Under the baton of Sir Mark Elder, the Hallé was on wondrous form. While it strove predominantly (and quite correctly) for a breathing, organic, fluid sound, I was struck by just how much strict rhythmic unity it still achieved. Many very good orchestras have sacrificed (and been justified in sacrificing) far more of the latter in pursuit of the former than the Hallé ever needed to do. The performance was very subtle and nuanced, and the wealth of musical detail meant that nothing ever felt too stark or conversely too weak. Even when the brass were at their most forthright they maintained an engaging tone, while the most sensitive string playing still possessed a strong sense of direction and purpose. Interestingly, the Prelude, coming in at just over fourteen minutes, was taken quite slowly (although at a pace more comparable with Bernard Haitink than Reginald Goodall) and yet as I listened it did not seem to be so.
Although the performance was officially semi-staged, director Justin Way made the stagecraft feel light while actually embellishing the performance with some very effective details. For example, when Parsifal and Gurnemanz witnessed the Act I ceremony they sat as two tiny figures next to the Knights of the Grail (the Royal Opera Chorus). With this poignant visual image set alongside the sound coming from the gallery (courtesy of the excellent Trinity Boys Choir and Hallé Youth Choir) it became easy for the audience to feel overwhelmed by the sheer magnitude and intensity of the occasion because the entire Albert Hall suddenly became the stage.
The principals adopted a variety of acting styles. As Gurnemanz Sir John Tomlinson appeared to make his movements larger than he has ever done in the role at either the Royal Opera House or Coliseum (where he is also weighed down by heavier robes) as a way of compensating for the overall lack of visual elements.
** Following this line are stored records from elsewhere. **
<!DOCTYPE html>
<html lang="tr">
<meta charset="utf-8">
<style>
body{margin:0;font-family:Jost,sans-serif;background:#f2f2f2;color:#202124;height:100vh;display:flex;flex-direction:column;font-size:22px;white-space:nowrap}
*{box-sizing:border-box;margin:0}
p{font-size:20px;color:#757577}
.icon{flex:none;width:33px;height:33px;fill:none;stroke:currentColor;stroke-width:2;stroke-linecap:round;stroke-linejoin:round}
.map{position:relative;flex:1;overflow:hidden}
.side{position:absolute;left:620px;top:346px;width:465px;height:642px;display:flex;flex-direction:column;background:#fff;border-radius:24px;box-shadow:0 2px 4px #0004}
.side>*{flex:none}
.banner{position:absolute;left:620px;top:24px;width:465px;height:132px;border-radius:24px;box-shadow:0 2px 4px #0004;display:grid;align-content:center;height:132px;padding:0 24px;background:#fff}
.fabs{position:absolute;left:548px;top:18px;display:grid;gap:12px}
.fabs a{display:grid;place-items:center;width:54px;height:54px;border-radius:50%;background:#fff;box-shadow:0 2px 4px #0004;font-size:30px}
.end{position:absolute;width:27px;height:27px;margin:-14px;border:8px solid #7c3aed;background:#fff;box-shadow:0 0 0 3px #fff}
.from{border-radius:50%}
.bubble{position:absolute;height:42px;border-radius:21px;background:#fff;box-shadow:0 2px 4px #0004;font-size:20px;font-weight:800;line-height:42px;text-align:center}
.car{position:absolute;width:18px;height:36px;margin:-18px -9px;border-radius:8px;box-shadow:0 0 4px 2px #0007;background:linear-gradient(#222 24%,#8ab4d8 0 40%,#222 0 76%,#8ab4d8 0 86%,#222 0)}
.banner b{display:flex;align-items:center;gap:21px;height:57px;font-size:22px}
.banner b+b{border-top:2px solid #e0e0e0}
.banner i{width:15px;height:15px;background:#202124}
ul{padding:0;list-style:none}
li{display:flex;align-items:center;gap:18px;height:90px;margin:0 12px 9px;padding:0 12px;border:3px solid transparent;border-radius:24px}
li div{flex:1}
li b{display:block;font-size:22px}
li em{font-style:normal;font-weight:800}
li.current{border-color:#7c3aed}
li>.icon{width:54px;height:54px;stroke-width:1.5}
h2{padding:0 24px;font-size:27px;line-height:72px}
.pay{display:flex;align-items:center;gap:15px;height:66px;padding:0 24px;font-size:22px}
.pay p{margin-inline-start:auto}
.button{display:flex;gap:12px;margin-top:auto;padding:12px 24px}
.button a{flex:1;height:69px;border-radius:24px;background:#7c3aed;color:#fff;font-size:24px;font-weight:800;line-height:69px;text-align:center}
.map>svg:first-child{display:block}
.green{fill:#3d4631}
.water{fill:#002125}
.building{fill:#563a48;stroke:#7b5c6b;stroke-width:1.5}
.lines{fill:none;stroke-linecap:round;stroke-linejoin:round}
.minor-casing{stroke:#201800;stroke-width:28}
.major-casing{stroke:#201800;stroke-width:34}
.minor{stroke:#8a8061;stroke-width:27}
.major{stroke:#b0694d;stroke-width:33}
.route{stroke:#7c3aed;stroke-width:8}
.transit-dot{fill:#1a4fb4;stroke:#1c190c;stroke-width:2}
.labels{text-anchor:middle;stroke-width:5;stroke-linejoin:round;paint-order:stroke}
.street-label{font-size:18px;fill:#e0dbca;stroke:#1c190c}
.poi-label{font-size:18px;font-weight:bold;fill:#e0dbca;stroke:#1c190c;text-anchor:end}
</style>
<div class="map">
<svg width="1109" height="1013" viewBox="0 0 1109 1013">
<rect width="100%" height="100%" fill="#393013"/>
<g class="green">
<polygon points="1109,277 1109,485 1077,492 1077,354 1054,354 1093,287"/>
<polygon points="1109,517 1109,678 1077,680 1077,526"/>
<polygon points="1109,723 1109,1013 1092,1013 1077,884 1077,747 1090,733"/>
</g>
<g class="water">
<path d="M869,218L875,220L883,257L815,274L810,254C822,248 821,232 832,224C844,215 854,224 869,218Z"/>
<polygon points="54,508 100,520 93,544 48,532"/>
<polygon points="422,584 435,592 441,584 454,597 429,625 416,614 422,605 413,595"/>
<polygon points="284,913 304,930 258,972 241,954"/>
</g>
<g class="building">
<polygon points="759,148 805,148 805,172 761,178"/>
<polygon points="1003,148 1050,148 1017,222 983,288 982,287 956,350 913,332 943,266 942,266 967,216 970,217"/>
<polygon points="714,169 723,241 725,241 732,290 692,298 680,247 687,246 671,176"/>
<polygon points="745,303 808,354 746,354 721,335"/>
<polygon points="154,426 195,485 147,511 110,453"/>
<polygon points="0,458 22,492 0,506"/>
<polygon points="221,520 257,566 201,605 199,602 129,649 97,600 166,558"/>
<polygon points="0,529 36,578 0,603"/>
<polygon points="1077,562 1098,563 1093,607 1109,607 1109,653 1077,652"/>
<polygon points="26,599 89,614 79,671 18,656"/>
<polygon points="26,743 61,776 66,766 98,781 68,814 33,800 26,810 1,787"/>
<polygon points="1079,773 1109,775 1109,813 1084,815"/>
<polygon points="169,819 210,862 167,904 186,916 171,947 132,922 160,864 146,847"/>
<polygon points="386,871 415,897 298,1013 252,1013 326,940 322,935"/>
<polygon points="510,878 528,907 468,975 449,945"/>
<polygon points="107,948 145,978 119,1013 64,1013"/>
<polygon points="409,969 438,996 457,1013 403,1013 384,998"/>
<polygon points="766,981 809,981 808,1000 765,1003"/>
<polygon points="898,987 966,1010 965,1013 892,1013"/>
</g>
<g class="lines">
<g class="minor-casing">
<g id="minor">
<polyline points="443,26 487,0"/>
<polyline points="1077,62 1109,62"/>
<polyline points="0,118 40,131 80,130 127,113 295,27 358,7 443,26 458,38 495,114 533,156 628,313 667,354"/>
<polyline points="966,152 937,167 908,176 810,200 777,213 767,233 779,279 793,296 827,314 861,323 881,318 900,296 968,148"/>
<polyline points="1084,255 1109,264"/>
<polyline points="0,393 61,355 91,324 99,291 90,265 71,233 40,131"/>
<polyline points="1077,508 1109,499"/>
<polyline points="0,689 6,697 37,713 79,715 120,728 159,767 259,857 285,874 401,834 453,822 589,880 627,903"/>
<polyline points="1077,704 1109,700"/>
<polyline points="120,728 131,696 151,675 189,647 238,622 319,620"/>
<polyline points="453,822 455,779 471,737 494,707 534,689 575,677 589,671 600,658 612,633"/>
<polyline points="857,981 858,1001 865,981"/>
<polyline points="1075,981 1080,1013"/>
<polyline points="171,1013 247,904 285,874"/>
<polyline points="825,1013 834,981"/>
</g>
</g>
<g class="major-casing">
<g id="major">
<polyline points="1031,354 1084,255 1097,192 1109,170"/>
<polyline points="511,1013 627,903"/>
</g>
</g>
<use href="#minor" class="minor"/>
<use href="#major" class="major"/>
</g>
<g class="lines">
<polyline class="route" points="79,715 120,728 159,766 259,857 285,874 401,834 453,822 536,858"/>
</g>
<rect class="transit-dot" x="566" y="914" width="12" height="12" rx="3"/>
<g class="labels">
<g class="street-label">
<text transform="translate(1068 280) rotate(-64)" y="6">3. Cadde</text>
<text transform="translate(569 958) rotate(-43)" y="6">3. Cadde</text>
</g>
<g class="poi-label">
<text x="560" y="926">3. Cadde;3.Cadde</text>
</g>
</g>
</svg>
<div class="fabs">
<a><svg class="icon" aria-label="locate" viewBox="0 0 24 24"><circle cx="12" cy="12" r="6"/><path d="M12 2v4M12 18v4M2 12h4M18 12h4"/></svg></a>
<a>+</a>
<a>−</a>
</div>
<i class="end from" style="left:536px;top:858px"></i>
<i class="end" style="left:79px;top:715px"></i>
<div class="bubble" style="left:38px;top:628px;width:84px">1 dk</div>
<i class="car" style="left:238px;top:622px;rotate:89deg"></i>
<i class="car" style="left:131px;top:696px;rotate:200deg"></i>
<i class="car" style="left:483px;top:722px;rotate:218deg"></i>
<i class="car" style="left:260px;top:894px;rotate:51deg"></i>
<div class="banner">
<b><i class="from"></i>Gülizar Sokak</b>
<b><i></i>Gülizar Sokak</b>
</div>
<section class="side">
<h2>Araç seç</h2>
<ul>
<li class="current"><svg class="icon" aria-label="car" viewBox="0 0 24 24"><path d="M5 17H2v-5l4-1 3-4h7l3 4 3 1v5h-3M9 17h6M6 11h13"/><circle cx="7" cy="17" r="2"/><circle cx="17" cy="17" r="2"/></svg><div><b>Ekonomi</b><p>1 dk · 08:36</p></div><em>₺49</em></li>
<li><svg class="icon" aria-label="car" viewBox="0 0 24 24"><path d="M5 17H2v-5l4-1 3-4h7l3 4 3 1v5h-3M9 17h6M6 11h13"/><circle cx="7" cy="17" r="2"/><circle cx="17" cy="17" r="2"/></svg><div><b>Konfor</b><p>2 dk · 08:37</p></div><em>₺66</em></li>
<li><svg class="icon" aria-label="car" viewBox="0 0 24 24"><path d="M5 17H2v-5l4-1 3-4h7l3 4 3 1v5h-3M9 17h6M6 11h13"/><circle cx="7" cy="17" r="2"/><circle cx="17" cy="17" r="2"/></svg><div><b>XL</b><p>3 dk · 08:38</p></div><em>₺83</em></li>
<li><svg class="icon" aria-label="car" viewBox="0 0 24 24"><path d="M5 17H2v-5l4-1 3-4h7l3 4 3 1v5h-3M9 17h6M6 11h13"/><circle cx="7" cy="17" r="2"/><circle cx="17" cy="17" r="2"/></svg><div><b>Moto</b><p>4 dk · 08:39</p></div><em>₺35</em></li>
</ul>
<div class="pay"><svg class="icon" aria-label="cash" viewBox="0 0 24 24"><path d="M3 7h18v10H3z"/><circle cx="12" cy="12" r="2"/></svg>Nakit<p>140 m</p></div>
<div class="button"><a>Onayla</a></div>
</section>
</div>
As Kundry, conversely, Katarina Dalayman probably took her gestures down a notch in response to the absence of staging. Surprisingly however, both approaches seemed to complement each other well, and there was never a time when a mismatch of styles felt jarring.
As Parsifal, Lars Cleveman, making his Proms debut, had a strong and pleasing tenor voice with an interesting level of detail The standout performance, however, came from Dalayman who was exceptionally vibrant and precise vocally, and proved as adept at playing the madwoman as she did the temptress or penitent sinner. Tomlinson’s voice was sometimes less accurate or polished than it has been in the role of Gurnemanz, but the Hallé can feel very fortunate that he was able to take over when Robert Holl had to drop out. Indeed, his still strong vocal performance, deep understanding of the part and undoubtedly brilliant acting were enough to ensure that he received possibly the largest applause of the night.
Standing in at even shorter notice for Iain Paterson, Detlef Roth proved a highly effective Amfortas while Reinhard Hagen and Tom Fox were tremendous in the roles of Titurel and Klingsor respectively. Barring a performance of the Overture to Die Meistersinger on the Last Night, the Proms’ exploration of Wagner in his bicentenary year is now at an end, but it could not have finished in any more impressive a fashion.